Glynda quickly spared Pyrrha a look with the champion simpering. Ozpin did not miss that, nor the way his prized student walked up to his desk and handed him the Scroll in her hands. A closer look showed a Queen's chess piece as the wallpaper with the contents not belonging to any standard field agent or student. It was a sophisticated virus.

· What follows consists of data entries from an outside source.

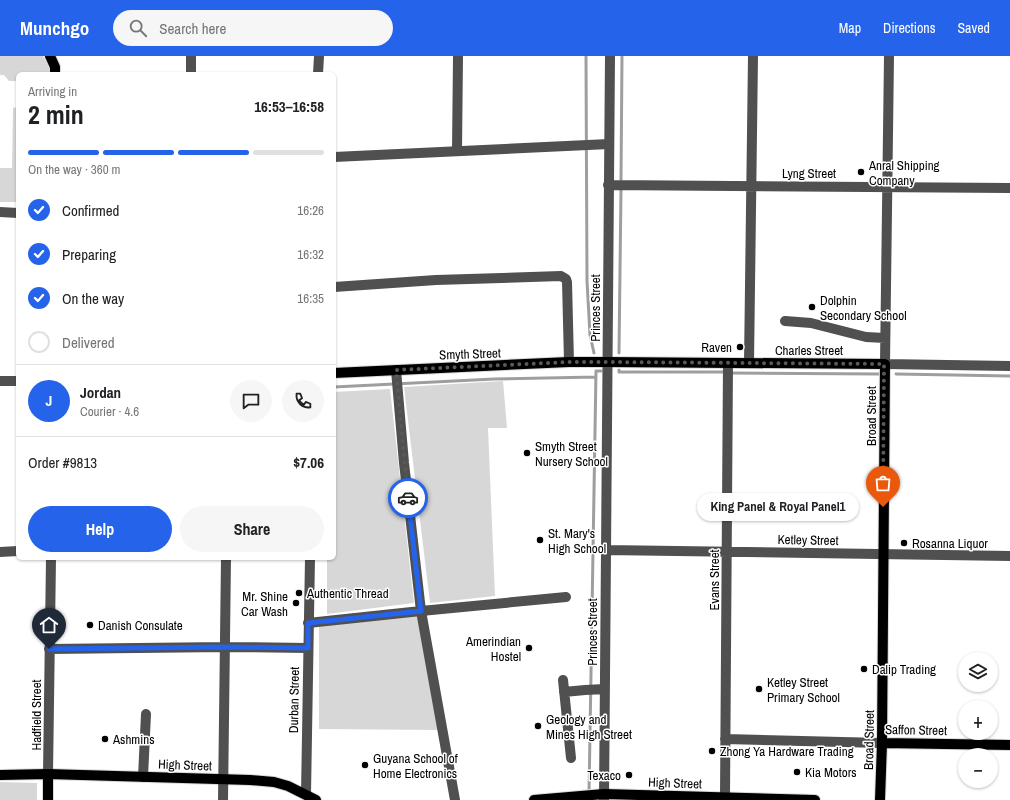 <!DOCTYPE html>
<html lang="en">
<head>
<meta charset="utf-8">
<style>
	body { margin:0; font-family:"Archivo Narrow",sans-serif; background:#f6f6f6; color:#202124; height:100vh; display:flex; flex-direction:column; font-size:15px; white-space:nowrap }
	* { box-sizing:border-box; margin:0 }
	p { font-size:13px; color:#757577 }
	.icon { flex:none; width:22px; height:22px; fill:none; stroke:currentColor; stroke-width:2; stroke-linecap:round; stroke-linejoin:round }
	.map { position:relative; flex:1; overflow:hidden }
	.drawer { position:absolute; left:16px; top:16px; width:320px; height:488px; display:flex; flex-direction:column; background:#fff; border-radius:6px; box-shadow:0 1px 3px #0004 }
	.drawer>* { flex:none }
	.fabs { position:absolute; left:958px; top:596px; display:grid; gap:8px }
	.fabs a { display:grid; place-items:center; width:40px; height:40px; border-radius:50%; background:#fff; box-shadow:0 1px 3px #0004; font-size:20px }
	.pin { position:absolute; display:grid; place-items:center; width:34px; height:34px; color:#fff; margin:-41px -17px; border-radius:50% 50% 50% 0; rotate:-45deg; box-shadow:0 0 4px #0007 }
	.pin .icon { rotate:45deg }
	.courier { position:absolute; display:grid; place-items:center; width:40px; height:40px; margin:-20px; border:3px solid #2563eb; border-radius:50%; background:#fff; color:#222; box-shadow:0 1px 5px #0007 }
	.bubble { position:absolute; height:28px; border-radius:14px; background:#fff; box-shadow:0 1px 3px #0004; font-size:13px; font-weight:700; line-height:28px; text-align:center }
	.overview em { font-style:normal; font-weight:700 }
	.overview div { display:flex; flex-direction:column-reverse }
	.overview { display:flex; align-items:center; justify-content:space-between; height:68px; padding:0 12px }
	h1 { font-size:26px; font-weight:700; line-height:30px }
	.bar { display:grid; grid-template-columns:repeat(4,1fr); gap:6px 4px; align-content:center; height:48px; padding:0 12px }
	.bar i { height:5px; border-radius:3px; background:#e0e0e0 }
	.bar .selected { background:#2563eb }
	.bar p { grid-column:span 4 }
	.line { display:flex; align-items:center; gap:10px; padding:0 12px; border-top:1px solid #e0e0e0 }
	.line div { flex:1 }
	.round { display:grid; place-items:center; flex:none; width:42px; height:42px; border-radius:21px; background:#f6f6f6 }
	ol { padding:0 12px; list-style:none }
	li { display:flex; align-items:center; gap:12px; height:44px }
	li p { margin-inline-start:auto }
	li .icon { padding:4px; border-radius:50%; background:#2563eb; color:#fff; stroke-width:4 }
	li:last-child { color:#757577 }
	li i { width:22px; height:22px; border:2px solid #e0e0e0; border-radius:50% }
	.primary-button { display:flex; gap:8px; margin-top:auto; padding:8px 12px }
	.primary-button a { flex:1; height:46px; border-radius:24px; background:#2563eb; color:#fff; font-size:16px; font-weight:700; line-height:46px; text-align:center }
	.primary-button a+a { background:#f6f6f6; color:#202124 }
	header { display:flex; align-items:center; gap:24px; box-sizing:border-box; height:56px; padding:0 20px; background:#2563eb; color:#fff }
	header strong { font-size:19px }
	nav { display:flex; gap:22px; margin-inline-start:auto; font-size:14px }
	.search { width:280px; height:36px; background:#f6f6f6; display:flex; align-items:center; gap:10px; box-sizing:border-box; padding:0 14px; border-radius:22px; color:#757577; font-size:15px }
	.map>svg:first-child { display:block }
	.green { fill:#d7d7d7 }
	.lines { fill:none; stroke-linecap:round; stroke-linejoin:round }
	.stream { stroke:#9e9e9e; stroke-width:3 }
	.major-casing { stroke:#dbdbdb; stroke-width:12 }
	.minor { stroke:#505050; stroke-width:10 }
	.major { stroke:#000; stroke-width:10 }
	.done { stroke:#595959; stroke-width:4; stroke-dasharray:0 7.2 }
	.route { stroke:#2563eb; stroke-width:5 }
	.poi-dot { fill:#000; stroke:#fff; stroke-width:1.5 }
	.labels { text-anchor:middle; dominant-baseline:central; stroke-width:3; stroke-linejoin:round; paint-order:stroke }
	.poi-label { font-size:13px; fill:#000; stroke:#fff; text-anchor:start }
	.street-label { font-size:13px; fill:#000; stroke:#fff }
</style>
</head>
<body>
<header>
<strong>Munchgo</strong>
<div class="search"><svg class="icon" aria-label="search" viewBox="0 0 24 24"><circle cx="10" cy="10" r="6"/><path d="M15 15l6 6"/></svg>Search here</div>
<nav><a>Map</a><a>Directions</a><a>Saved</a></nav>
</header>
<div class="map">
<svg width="1010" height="744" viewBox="0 0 1010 744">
	<rect width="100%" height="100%" fill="#fff"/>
	<path class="green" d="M0,0H43L49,11V18H18V25H9L4,19H0Z
		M18,51V146H0V112H12L13,52Z
		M503,325L507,372H488L495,540L430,547L404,331Z
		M390,333L414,547L327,558V502H334V336Z
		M419,559L440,674L319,673V570Z
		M0,726L37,727V744H0Z"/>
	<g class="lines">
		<path class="stream" d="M586,0L587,225L590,279L594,297
			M621,124L622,0
			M619,297L621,134
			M619,314V316H723
			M730,317L879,318
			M896,318L1010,320
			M334,331L494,323L596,321
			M589,738L596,315H601"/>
		<g class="major-casing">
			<path id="major" d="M50,0L55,11V18
				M334,317L569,306H607L885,308L882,687L880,744
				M882,687L1010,689
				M48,718V744
				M0,719L48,718L250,724L274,726L288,730L316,744
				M534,744L604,738L815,744"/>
		</g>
		<path class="minor" d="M889,0L885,308L1010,310
			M191,18V0
			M318,18L319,0
			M457,95L458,0
			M334,101L609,88
			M608,129L1010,132
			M0,156L18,157
			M334,231L436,224L561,220L566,223L567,226L569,306
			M785,265L811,267L866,281L885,282
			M749,307L753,0
			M396,314L404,407L421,555L455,744
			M0,325H18
			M606,494L1010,500
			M0,496L18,495
			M308,567L421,555L566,541
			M49,593L225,591L308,592
			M563,624L571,702
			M564,636L585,634L605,633
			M725,683L882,687
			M48,718L51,502
			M143,721L146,658
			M306,738L310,502
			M725,741L728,307
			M223,744L226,502
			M604,744L610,0"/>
		<use href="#major" class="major"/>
	</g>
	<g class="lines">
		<path class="done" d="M408,442L396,314L569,306H607L884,308L883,451"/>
		<path class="route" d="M49,593L224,591L308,592V567L421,555L408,442"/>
	</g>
	<g class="poi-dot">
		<circle cx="861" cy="116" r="4"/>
		<circle cx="812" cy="251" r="4"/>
		<circle cx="740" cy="291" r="4"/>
		<circle cx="527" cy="397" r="4"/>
		<circle cx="540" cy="484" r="4"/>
		<circle cx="904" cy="487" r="4"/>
		<circle cx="299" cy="537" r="4"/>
		<circle cx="296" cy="547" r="4"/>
		<circle cx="90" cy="569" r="4"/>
		<circle cx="529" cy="592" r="4"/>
		<circle cx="864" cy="613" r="4"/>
		<circle cx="759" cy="633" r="4"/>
		<circle cx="538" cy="670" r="4"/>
		<circle cx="105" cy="683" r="4"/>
		<circle cx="712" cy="695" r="4"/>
		<circle cx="365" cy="709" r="4"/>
		<circle cx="797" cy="716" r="4"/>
		<circle cx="629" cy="719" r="4"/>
	</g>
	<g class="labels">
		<g class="poi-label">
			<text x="869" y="109">Anral Shipping<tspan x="869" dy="15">Company</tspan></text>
			<text x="820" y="244">Dolphin<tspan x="820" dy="15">Secondary School</tspan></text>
			<text x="732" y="291" text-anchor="end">Raven</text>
			<text x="535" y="390">Smyth Street<tspan x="535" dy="15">Nursery School</tspan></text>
			<text x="548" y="477">St. Mary's<tspan x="548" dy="15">High School</tspan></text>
			<text x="912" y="487">Rosanna Liquor</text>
			<text x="307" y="537">Authentic Thread</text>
			<text x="288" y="540" text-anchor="end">Mr. Shine<tspan x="288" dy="15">Car Wash</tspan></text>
			<text x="98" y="569">Danish Consulate</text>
			<text x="521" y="585" text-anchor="end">Amerindian<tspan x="521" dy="15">Hostel</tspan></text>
			<text x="872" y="613">Dalip Trading</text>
			<text x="767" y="626">Ketley Street<tspan x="767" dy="15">Primary School</tspan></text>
			<text x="546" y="663">Geology and<tspan x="546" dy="15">Mines High Street</tspan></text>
			<text x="113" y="683">Ashmins</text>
			<text x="720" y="695">Zhong Ya Hardware Trading</text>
			<text x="373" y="702">Guyana School of<tspan x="373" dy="15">Home Electronics</tspan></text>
			<text x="805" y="716">Kia Motors</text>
			<text x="621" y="719" text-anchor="end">Texaco</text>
		</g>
		<g class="street-label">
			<text x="809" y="117">Lyng Street</text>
			<text transform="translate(595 252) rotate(-90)">Princes Street</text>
			<text x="809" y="294">Charles Street</text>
			<text transform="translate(470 298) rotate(-2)">Smyth Street</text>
			<text transform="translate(871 360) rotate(-90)">Broad Street</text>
			<text transform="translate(808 484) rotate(1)">Ketley Street</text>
			<text transform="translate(714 524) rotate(-90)">Evans Street</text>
			<text transform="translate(592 576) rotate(-90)">Princes Street</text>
			<text transform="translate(294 644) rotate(-89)">Durban Street</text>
			<text transform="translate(36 659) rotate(-90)">Hadfield Street</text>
			<text transform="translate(916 674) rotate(1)">Saffon Street</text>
			<text transform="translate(869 684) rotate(-89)">Broad Street</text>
			<text transform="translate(185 709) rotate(2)">High Street</text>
			<text transform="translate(675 727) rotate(2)">High Street</text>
		</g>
	</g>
</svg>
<div class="fabs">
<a><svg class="icon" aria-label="layers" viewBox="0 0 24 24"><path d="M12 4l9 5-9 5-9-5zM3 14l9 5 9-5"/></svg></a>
<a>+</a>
<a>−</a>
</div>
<div class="pin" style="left:883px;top:451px;background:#ea580c"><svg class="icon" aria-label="bag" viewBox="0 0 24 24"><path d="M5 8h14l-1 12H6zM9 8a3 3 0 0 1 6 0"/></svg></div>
<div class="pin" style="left:49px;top:593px;background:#1f2937"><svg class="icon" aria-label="home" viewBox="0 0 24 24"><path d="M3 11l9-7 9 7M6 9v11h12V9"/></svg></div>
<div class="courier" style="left:408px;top:442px"><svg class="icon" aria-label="car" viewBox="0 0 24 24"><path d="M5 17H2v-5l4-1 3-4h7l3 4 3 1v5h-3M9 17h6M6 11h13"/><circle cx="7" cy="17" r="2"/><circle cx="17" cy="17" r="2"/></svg></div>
<div class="bubble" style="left:697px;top:437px;width:162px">King Panel &amp; Royal Panel1</div>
<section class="drawer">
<div class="overview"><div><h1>2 min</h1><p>Arriving in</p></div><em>16:53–16:58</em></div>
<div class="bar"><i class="selected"></i><i class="selected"></i><i class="selected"></i><i></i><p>On the way · 360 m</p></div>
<ol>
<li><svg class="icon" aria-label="check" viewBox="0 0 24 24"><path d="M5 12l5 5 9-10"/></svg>Confirmed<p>16:26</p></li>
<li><svg class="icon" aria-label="check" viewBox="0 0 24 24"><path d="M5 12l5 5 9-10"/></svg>Preparing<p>16:32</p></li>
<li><svg class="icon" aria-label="check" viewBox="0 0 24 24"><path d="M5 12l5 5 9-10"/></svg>On the way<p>16:35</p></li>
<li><i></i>Delivered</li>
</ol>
<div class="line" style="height:72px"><b class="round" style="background:#2563eb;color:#fff">J</b><div><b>Jordan</b><p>Courier · 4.6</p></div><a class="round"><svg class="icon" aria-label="chat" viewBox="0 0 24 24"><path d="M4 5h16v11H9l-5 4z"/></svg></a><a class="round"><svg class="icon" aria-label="phone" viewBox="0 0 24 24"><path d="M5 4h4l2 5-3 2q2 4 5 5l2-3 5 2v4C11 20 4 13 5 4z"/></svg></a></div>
<div class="line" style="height:52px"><div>Order #9813</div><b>$7.06</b></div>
<div class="primary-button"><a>Help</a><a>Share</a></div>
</section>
</div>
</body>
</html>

"I believe you may want this. It belonged to Cinder Fall, the current half Maiden." Pyrrha gestured toward the CCT Tower. "She was attempting to use that on the CCT terminals."

"And thus you confronted her?" Glynda asked. Pyrrha extended her smile. "You defeated her?"

"She escaped, but I managed to remove her arm." Pyrrha waved away the concern of both James and Qrow, who held their sides protectively. Her smile matched that of Ozpin's. "You asked me if I was still a Defender. I hope this answers your question."

Ozpin never had a chance to respond.

Ding!

The elevator's door opened with this atmospheric fear that had Team JNPR's members the utmost drawn. On the other side, carrying Penny Polendina on his back with her arms limped and cheeks resting on his shoulder, Jaune Arc stepped into Ozpin's office. Tension rose in the gear-shifting room, many eyes slipped over to General Ironwood, except Jaune ignored them all. He moved past everyone in the room, not acknowledging his teammate's achievements for accomplishing their intended mission. He reacted as if he knew firsthand they would be successful in their endeavors and converged on the Headmaster.

Jaune Arc held no fear.

He glared right at Ozpin and the three other Protectors, meeting the Headmaster eye-to-eye with Penny's Stringless body appearing as light as a feather and all of Team JNPR standing by his side.

Don't let their deaths be in vain. That's what matters.

"Who is Salem?"


Author Notes: When I wrote Silver's first outline there was a king Grimm, but then Volume three revealed Salem and she fitted perfectly into the story. So far, my outline's coming along. All the scenes I wanted to have from the beginning are here (my notes are Volume two old), and I had only written about a fifth of this chapter before a week ago. After seeing what Jaune went through with Penny in the last volume, I felt the need to get back into it since Penny's death in Silver was always going to be a primary driving plot point for Team JNPR's role in the story.